[Collected data entries]
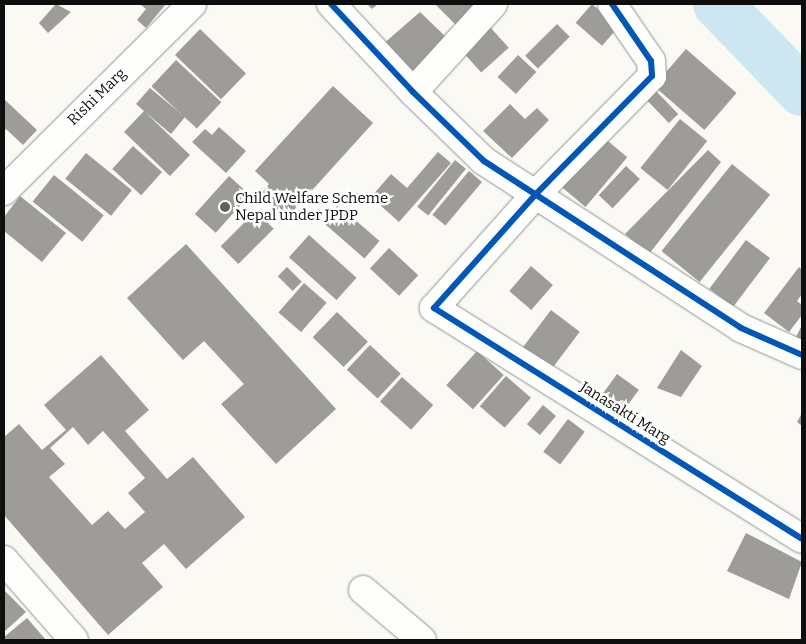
<!DOCTYPE html>
<style>
body{margin:0}
#map{position:relative;width:806px;height:644px;overflow:hidden;background:#faf9f4;font-family:Bitter,serif}
div>[style]{position:absolute}
[style*='--x']{left:calc(var(--x)*1px);top:calc(var(--y)*1px);width:calc(var(--w)*1px);rotate:calc(var(--a)*1deg)}
.river>*{height:50px;margin:-25px;padding:0 25px;transform-origin:25px;border-radius:25px;background:#cce7f1}
.building>*{inset:0;background:#9e9c99;transform-origin:0 0}
.roads{filter:drop-shadow(0 0 1px #949492) drop-shadow(0 0 1px #949492)}
.minor>*{height:28px;margin:-14px;padding:0 14px;transform-origin:14px;border-radius:14px;background:#fefefd}
.cycleway>*{height:6px;margin:-3px;padding:0 3px;transform-origin:3px;border-radius:3px;background:#0057b8}
.dots>*{width:14px;height:14px;translate:-50% -50%;box-sizing:border-box;border:2px solid #fff;border-radius:50%}
span{translate:-50% -50%;white-space:nowrap;text-align:center;line-height:1.15;-webkit-text-stroke:5px #fff;paint-order:stroke}
.street-label{font-size:15px;color:#0e0e0e}
.poi-label{font-size:15px;color:#0e0e0e}
.left{translate:0 -50%;text-align:left}
.frame{position:absolute;inset:0;border:5px solid #0e0e0e;pointer-events:none}
</style>
<div id="map">
<div class="river">
<i style="--x:718;--y:4;--w:121;--a:46"></i>
</div>
<div class="building">
<i style="clip-path:polygon(56px 4px,71px 12px,48px 33px,39px 23px)"></i>
<i style="clip-path:polygon(140px 4px,166px 4px,146px 28px,137px 20px,146px 9px)"></i>
<i style="clip-path:polygon(367px 4px,378px 4px,372px 9px)"></i>
<i style="clip-path:polygon(435px 4px,477px 4px,456px 25px)"></i>
<i style="left:592px;top:4px;width:35px;height:25px;rotate:41deg"></i>
<i style="clip-path:polygon(420px 12px,448px 39px,411px 78px,382px 45px)"></i>
<i style="left:557px;top:24px;width:18px;height:45px;rotate:45deg"></i>
<i style="left:490px;top:27px;width:28px;height:37px;rotate:48deg"></i>
<i style="left:200px;top:29px;width:64px;height:36px;rotate:44deg"></i>
<i style="left:686px;top:49px;width:67px;height:49px;rotate:41deg"></i>
<i style="left:518px;top:55px;width:25px;height:30px;rotate:43deg"></i>
<i style="left:176px;top:60px;width:62px;height:36px;rotate:43deg"></i>
<i style="clip-path:polygon(333px 86px,373px 123px,286px 219px,260px 195px,269px 184px,255px 171px)"></i>
<i style="clip-path:polygon(150px 88px,185px 117px,171px 134px,145px 112px,190px 155px,170px 176px,124px 132px,144px 111px,136px 104px)"></i>
<i style="left:656px;top:91px;width:32px;height:13px;rotate:46deg"></i>
<i style="clip-path:polygon(4px 99px,37px 130px,23px 145px,6px 129px,4px 131px)"></i>
<i style="clip-path:polygon(510px 104px,525px 119px,537px 108px,549px 120px,512px 158px,483px 131px)"></i>
<i style="left:680px;top:119px;width:35px;height:63px;rotate:39deg"></i>
<i style="clip-path:polygon(219px 127px,246px 151px,226px 173px,192px 142px,205px 129px,212px 135px)"></i>
<i style="left:602px;top:136px;width:33px;height:65px;rotate:40deg"></i>
<i style="left:133px;top:146px;width:39px;height:31px;rotate:42deg"></i>
<i style="clip-path:polygon(708px 150px,721px 162px,649px 254px,625px 234px)"></i>
<i style="clip-path:polygon(438px 152px,451px 163px,399px 222px,371px 197px,391px 174px,407px 188px)"></i>
<i style="left:86px;top:153px;width:59px;height:33px;rotate:39deg"></i>
<i style="left:455px;top:160px;width:14px;height:60px;rotate:39deg"></i>
<i style="left:732px;top:164px;width:49px;height:112px;rotate:39deg"></i>
<i style="left:626px;top:166px;width:19px;height:40px;rotate:43deg"></i>
<i style="left:469px;top:171px;width:17px;height:57px;rotate:40deg"></i>
<i style="left:54px;top:175px;width:64px;height:34px;rotate:39deg"></i>
<i style="left:229px;top:176px;width:28px;height:51px;rotate:42deg"></i>
<i style="clip-path:polygon(20px 196px,66px 233px,42px 262px,4px 231px,4px 217px)"></i>
<i style="left:338px;top:205px;width:55px;height:23px;rotate:41deg"></i>
<i style="left:256px;top:211px;width:25px;height:50px;rotate:45deg"></i>
<i style="left:309px;top:235px;width:64px;height:30px;rotate:42deg"></i>
<i style="left:746px;top:240px;width:30px;height:61px;rotate:37deg"></i>
<i style="clip-path:polygon(186px 244px,336px 409px,276px 464px,221px 404px,244px 384px,204px 341px,183px 360px,127px 298px)"></i>
<i style="left:389px;top:248px;width:40px;height:28px;rotate:43deg"></i>
<i style="left:531px;top:266px;width:29px;height:33px;rotate:41deg"></i>
<i style="left:287px;top:267px;width:21px;height:13px;rotate:45deg"></i>
<i style="clip-path:polygon(799px 267px,802px 270px,802px 294px,797px 301px,802px 305px,802px 315px,789px 332px,764px 313px)"></i>
<i style="left:304px;top:283px;width:30px;height:39px;rotate:41deg"></i>
<i style="left:551px;top:310px;width:36px;height:52px;rotate:37deg"></i>
<i style="left:337px;top:312px;width:43px;height:35px;rotate:44deg"></i>
<i style="clip-path:polygon(802px 325px,802px 340px,796px 337px)"></i>
<i style="left:370px;top:345px;width:42px;height:34px;rotate:43deg"></i>
<i style="clip-path:polygon(681px 350px,702px 366px,681px 397px,657px 388px)"></i>
<i style="left:477px;top:351px;width:36px;height:46px;rotate:42deg"></i>
<i style="clip-path:polygon(evenodd,101px 355px,149px 410px,125px 431px,167px 479px,193px 457px,245px 517px,186px 569px,164px 544px,142px 563px,163px 587px,108px 635px,4px 515px,4px 437px,19px 424px,42px 450px,66px 430px,44px 405px,101px 355px,73px 427px,88px 445px,103px 431px,145px 478px,128px 493px,145px 512px,125px 529px,108px 511px,92px 525px,49px 477px,65px 464px,50px 448px,73px 427px)"></i>
<i style="left:617px;top:374px;width:27px;height:28px;rotate:36deg"></i>
<i style="left:506px;top:376px;width:33px;height:40px;rotate:41deg"></i>
<i style="left:402px;top:377px;width:42px;height:33px;rotate:42deg"></i>
<i style="left:543px;top:405px;width:17px;height:25px;rotate:40deg"></i>
<i style="clip-path:polygon(802px 413px,802px 426px,797px 422px)"></i>
<i style="left:568px;top:419px;width:21px;height:41px;rotate:37deg"></i>
<i style="clip-path:polygon(746px 533px,802px 562px,789px 599px,727px 571px)"></i>
<i style="clip-path:polygon(4px 590px,26px 612px,4px 632px)"></i>
<i style="clip-path:polygon(27px 618px,46px 640px,4px 640px,4px 637px)"></i>
</div>
<div class="roads">
<div class="minor">
<i style="--x:331;--y:4;--w:120;--a:47"></i>
<i style="--x:413;--y:92;--w:99;--a:44.2"></i>
<i style="--x:484;--y:161;--w:306;--a:33"></i>
<i style="--x:741;--y:328;--w:67;--a:23.9"></i>
<i style="--x:612;--y:4;--w:69;--a:55.6"></i>
<i style="--x:651;--y:61;--w:15;--a:86"></i>
<i style="--x:652;--y:76;--w:165;--a:134.5"></i>
<i style="--x:536;--y:194;--w:153;--a:131.8"></i>
<i style="--x:434;--y:308;--w:434;--a:32.1"></i>
<i style="--x:413;--y:92;--w:119;--a:-47.7"></i>
<i style="--x:4;--y:191;--w:265;--a:-44.8"></i>
<i style="--x:4;--y:560;--w:106;--a:48.8"></i>
<i style="--x:363;--y:590;--w:77;--a:40.3"></i>
</div>
</div>
<div class="cycleway">
<i style="--x:331;--y:4;--w:120;--a:47"></i>
<i style="--x:413;--y:92;--w:99;--a:44.2"></i>
<i style="--x:484;--y:161;--w:306;--a:33"></i>
<i style="--x:741;--y:328;--w:67;--a:23.9"></i>
<i style="--x:612;--y:4;--w:69;--a:55.6"></i>
<i style="--x:651;--y:61;--w:15;--a:86"></i>
<i style="--x:652;--y:76;--w:165;--a:134.5"></i>
<i style="--x:536;--y:194;--w:153;--a:131.8"></i>
<i style="--x:434;--y:308;--w:434;--a:32.1"></i>
</div>
<div class="dots">
<i style="left:225px;top:207px;background:#61605e"></i>
</div>
<div class="street-label">
<span style="left:97px;top:97px;rotate:-44deg">Rishi Marg</span>
<span style="left:625px;top:413px;rotate:32deg">Janasakti Marg</span>
</div>
<div class="poi-label">
<span class="left" style="left:235px;top:207px">Child Welfare Scheme<br>Nepal under JPDP</span>
</div>
<div class="frame"></div>
</div>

▶ _WHAT TO DO_
Return the lines beginning at the one that contains "Scheme<br>Nepal under JPDP</span>" and continuing through the last line of the data, exactly as they stand and without any others.

▶ _EXPECTED OUTPUT_
<span class="left" style="left:235px;top:207px">Child Welfare Scheme<br>Nepal under JPDP</span>
</div>
<div class="frame"></div>
</div>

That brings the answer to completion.